NUEVO ENERGY COMPANY
$100,000,000
8 7/8% SENIOR SUBORDINATED NOTES DUE 2008, SERIES A
PURCHASE AGREEMENT
New York, New York
June 3, 1998
Salomon Brothers Inc
X.X. Xxxxxx Securities Inc.
NationsBanc Xxxxxxxxxx Securities LLC
As Representatives of the Initial Purchasers
c/o Salomon Brothers Inc
Seven Xxxxx Xxxxx Xxxxxx
Xxx Xxxx, Xxx Xxxx 00000
Ladies and Gentlemen:
Nuevo Energy Company, a Delaware corporation (the "Company"), proposes to
issue and sell to the parties named in Schedule I hereto (the "Initial
Purchasers"), for whom you are acting as representatives (the
"Representatives"), $100,000,000 principal amount of its 8 7/8% Senior
Subordinated Notes due 2008, Series A (the "Securities"). The Securities are to
be issued under an indenture (the "Indenture") dated as of June 8, 1998, between
the Company and State Street Bank and Trust Company, as trustee (the "Trustee").
If you are the only Initial Purchasers, all references herein to the
Representatives shall be deemed to be to the Initial Purchasers.
The sale of the Securities to the Initial Purchasers will be made without
registration of the Securities under the Securities Act of 1933, as amended (the
"Securities Act"), in reliance upon exemptions from the registration
requirements of the Securities Act. You have advised the Company that the
Initial Purchasers will offer and sell the Securities purchased by them
hereunder in accordance with Section 4 hereof as soon as you deem advisable.
In connection with the sale of the Securities, the Company has prepared a
preliminary offering memorandum, dated May 19, 1998 (including any and all
exhibits thereto, the
"Preliminary Memorandum"), and a final offering memorandum, dated June 3, 1998
(including any and all exhibits thereto, the "Final Memorandum"). Each of the
Preliminary Memorandum and the Final Memorandum sets forth certain information
concerning the Company and the Securities. The Company hereby confirms that it
has authorized the use of the Preliminary Memorandum and the Final Memorandum,
and any amendment or supplement thereto, in connection with the offer and sale
of the Securities by the Initial Purchasers. Unless stated to the contrary, all
references herein to the Final Memorandum are to the Final Memorandum at the
Execution Time (as defined below) and are not meant to include any amendment or
supplement subsequent to the Execution Time.

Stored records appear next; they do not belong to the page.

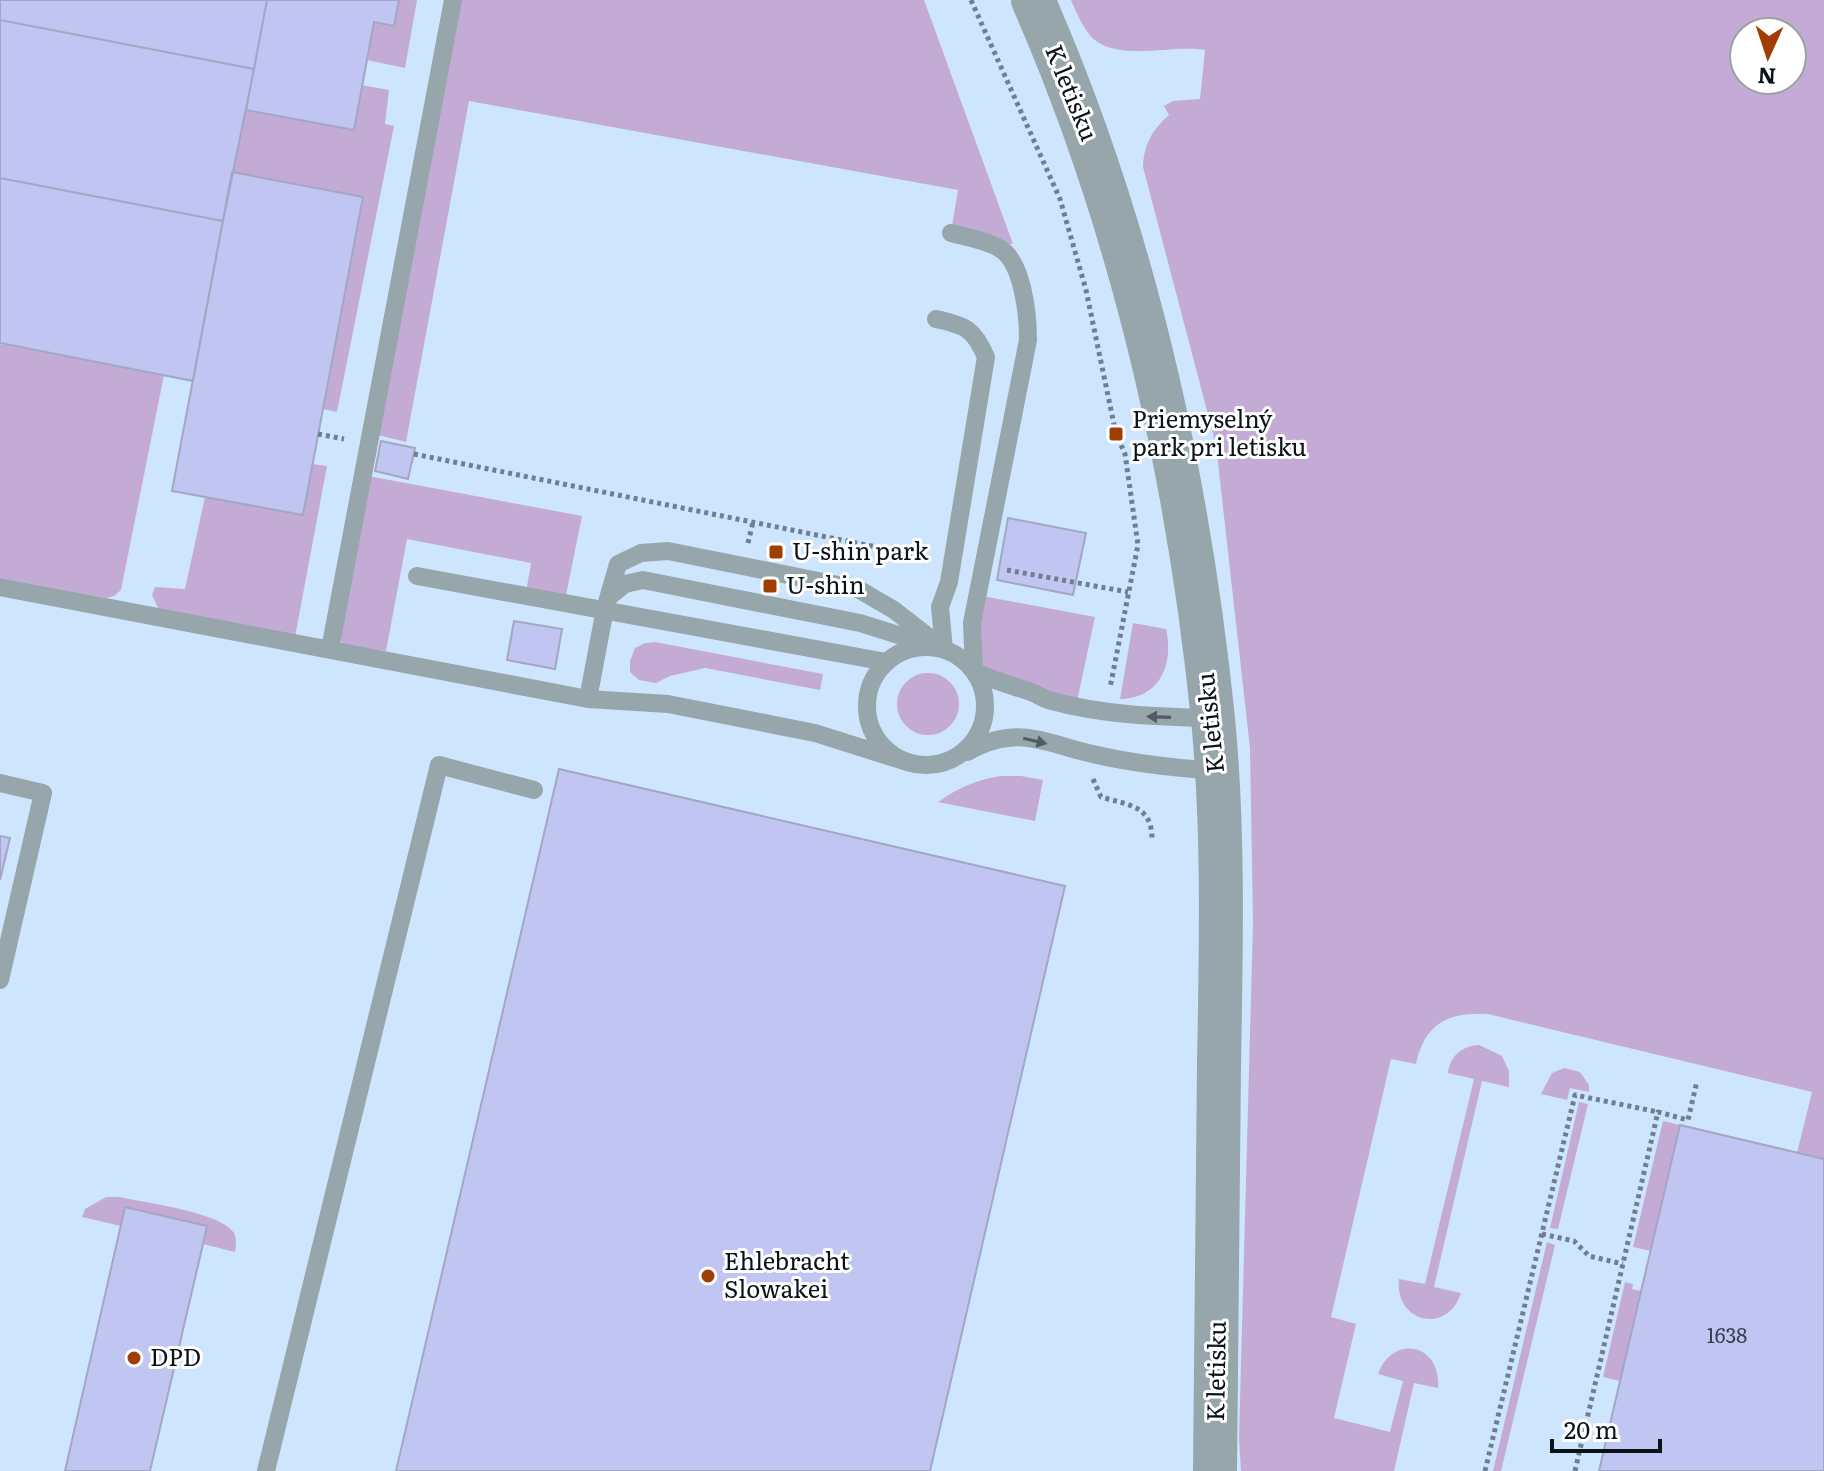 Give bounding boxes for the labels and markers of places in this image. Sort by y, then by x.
place label: Priemyselný park pri letisku [1132,400,1307,463]
marker: Priemyselný park pri letisku [1107,425,1125,443]
place label: U-shin park [792,532,929,567]
marker: U-shin park [767,543,785,561]
place label: U-shin [786,566,865,601]
marker: U-shin [761,577,779,595]
place label: Ehlebracht Slowakei [724,1242,850,1305]
marker: Ehlebracht Slowakei [699,1267,717,1285]
place label: DPD [150,1338,201,1373]
marker: DPD [125,1349,143,1367]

1. Representations and Warranties. The Company represents and warrants to
each Initial Purchaser as set forth below in this Section 1.
(a) The Preliminary Memorandum, at the date thereof, did not contain
any untrue statement of a material fact or omit to state any material fact
necessary to make the statements therein, in the light of the circumstances
under which they were made, not misleading. The Final Memorandum, at the
date hereof, does not, and at the Closing Date (as defined below) will not
(and any amendment or supplement thereto, at the date thereof and at the
Closing Date, will not), contain any untrue statement of a material fact or
omit to state any material fact necessary to make the statements therein,
in the light of the circumstances under which they were made, not
misleading; provided, however, that the Company makes no representation or
warranty as to the information contained in or omitted from the Preliminary
Memorandum or the Final Memorandum, or any amendment or supplement thereto,
in reliance upon and in conformity with information furnished in writing to
the Company by or on behalf of the Initial Purchasers through the
Representatives specifically for inclusion therein.

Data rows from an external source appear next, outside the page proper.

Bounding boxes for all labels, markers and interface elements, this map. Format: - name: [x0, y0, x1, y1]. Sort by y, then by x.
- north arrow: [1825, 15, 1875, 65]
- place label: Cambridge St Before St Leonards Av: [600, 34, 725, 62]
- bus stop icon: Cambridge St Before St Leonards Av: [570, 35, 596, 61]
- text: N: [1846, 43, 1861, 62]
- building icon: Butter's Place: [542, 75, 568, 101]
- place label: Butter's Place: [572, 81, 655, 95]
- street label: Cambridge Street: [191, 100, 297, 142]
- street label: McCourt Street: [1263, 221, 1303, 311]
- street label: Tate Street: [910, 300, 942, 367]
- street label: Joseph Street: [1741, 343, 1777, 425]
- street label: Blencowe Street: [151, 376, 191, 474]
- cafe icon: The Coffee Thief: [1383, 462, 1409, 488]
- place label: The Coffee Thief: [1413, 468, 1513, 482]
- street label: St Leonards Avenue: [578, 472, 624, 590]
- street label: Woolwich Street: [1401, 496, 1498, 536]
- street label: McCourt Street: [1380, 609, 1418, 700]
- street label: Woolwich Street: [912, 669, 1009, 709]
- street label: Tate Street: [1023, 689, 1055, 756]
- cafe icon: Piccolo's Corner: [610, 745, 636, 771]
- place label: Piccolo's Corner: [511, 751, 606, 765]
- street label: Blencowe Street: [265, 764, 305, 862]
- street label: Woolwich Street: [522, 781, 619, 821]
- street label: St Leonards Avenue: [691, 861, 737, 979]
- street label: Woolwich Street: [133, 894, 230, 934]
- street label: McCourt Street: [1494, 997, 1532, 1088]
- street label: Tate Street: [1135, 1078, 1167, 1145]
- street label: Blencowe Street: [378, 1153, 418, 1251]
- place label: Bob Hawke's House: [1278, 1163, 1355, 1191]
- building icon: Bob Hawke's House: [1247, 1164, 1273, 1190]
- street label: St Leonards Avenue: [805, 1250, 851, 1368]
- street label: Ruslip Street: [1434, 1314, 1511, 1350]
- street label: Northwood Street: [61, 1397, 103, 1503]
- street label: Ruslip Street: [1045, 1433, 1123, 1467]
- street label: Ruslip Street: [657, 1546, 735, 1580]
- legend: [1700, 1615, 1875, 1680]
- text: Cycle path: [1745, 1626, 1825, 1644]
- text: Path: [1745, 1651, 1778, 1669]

(b) The Securities have been duly and validly authorized and, when
issued, delivered and sold, and authenticated by the Trustee, in accordance
with this Agreement and the Indenture, will have been duly and validly
executed, issued, delivered and authenticated, and will constitute valid
and binding obligations of the Company, enforceable against the Company in
accordance with their respective terms and entitled to the benefits
provided by the Indenture, except as may be limited by bankruptcy,
insolvency, reorganization, moratorium, fraudulent conveyance or other laws
of general application relating to or affecting creditors' rights generally
or the availability of equitable remedies.

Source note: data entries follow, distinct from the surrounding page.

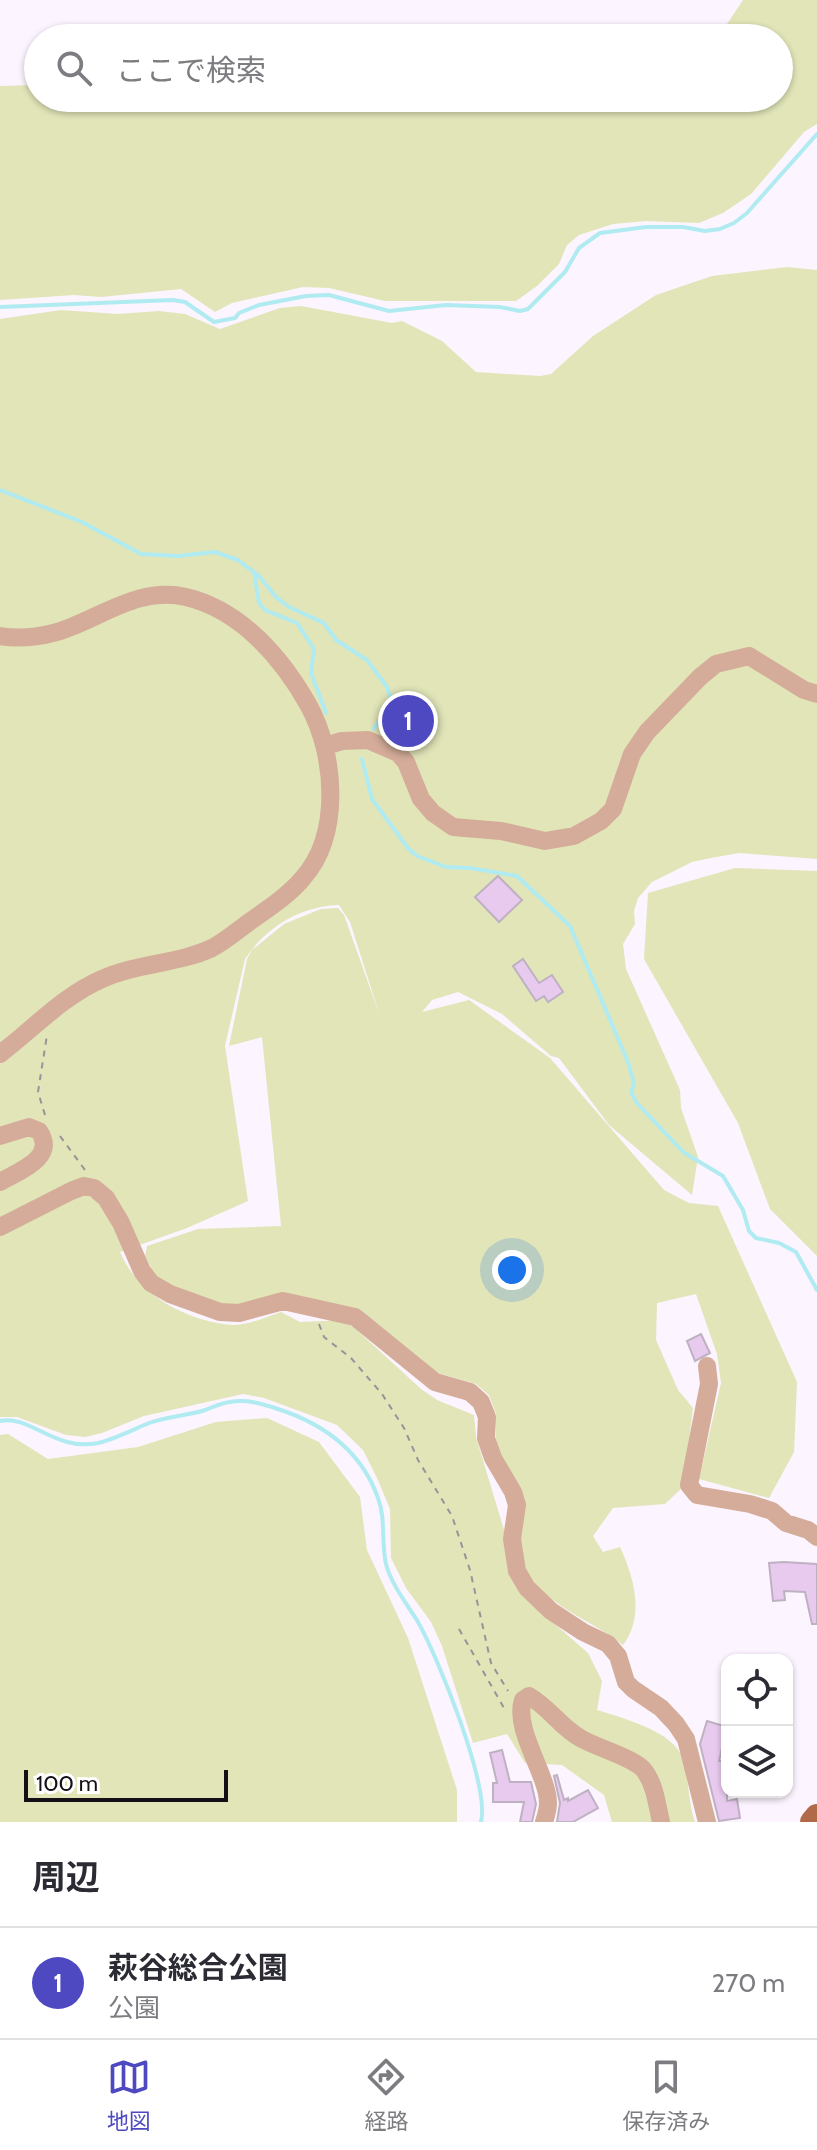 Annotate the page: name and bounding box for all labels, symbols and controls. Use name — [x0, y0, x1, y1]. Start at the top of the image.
search box — [24, 24, 793, 112]
icon: search — [52, 46, 96, 90]
text: ここで検索 — [116, 52, 266, 89]
pin: 1 — [382, 691, 434, 751]
your location — [492, 1250, 532, 1290]
map controls — [721, 1654, 793, 1798]
button: locate — [721, 1654, 793, 1726]
button: layers — [721, 1726, 793, 1798]
scale bar — [24, 1766, 228, 1802]
text: 100 m — [36, 1770, 98, 1797]
text: 周辺 — [32, 1856, 100, 1898]
text: 萩谷総合公園 — [108, 1949, 288, 1986]
text: 1 — [53, 1967, 63, 1999]
text: 270 m — [712, 1967, 785, 1999]
text: 公園 — [108, 1992, 160, 2024]
tab: 地図 — [107, 2055, 151, 2135]
tab: 経路 — [364, 2055, 408, 2135]
tab: 保存済み — [622, 2055, 710, 2135] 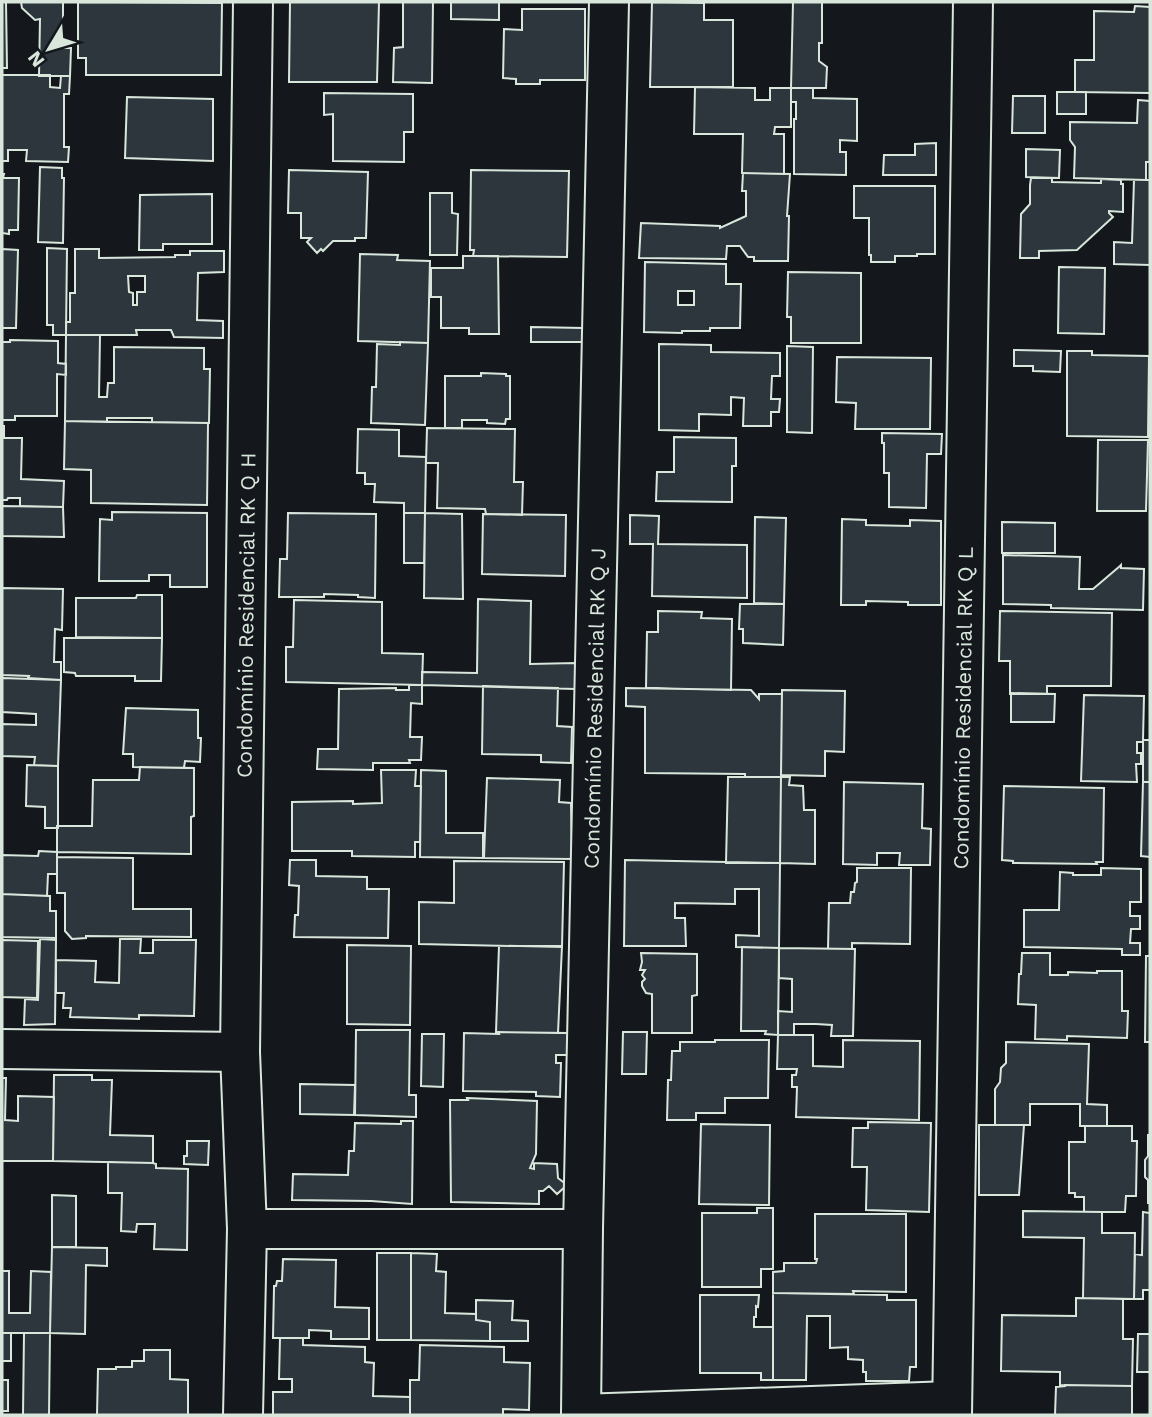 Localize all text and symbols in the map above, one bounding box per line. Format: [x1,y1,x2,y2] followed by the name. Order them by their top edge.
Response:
[14,14,84,84] north arrow
[23,47,49,72] text: N
[231,452,260,778] street label: Condomínio Residencial RK Q H
[578,547,610,869] street label: Condomínio Residencial RK Q J
[948,547,977,870] street label: Condomínio Residencial RK Q L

(c) The Company has full corporate power and authority to enter into
this Agreement. This Agreement has been duly authorized, executed and
delivered by the Company and constitutes a valid and binding agreement of
the Company and is enforceable against the Company in accordance with the
terms hereof, except as rights to indemnity and contribution hereunder may
be limited by federal and state securities laws and as may be limited by
bankruptcy, insolvency, reorganization, moratorium, fraudulent
-2-
conveyance or other laws of general application relating to or affecting
creditors' rights generally or the availability of equitable remedies,
regardless of whether such enforcement is considered in a proceeding in
equity or at law. The Indenture has been duly authorized and, when executed
and delivered by the Company and the Trustee, will constitute a valid and
binding agreement of the Company and will be enforceable against the
Company in accordance with its terms, except as may be limited by
bankruptcy, insolvency, reorganization, moratorium, fraudulent conveyance
or other laws of general application relating to or affecting creditors'
rights generally or the availability of equitable remedies, regardless of
whether such enforcement is considered in a proceeding in equity or at law.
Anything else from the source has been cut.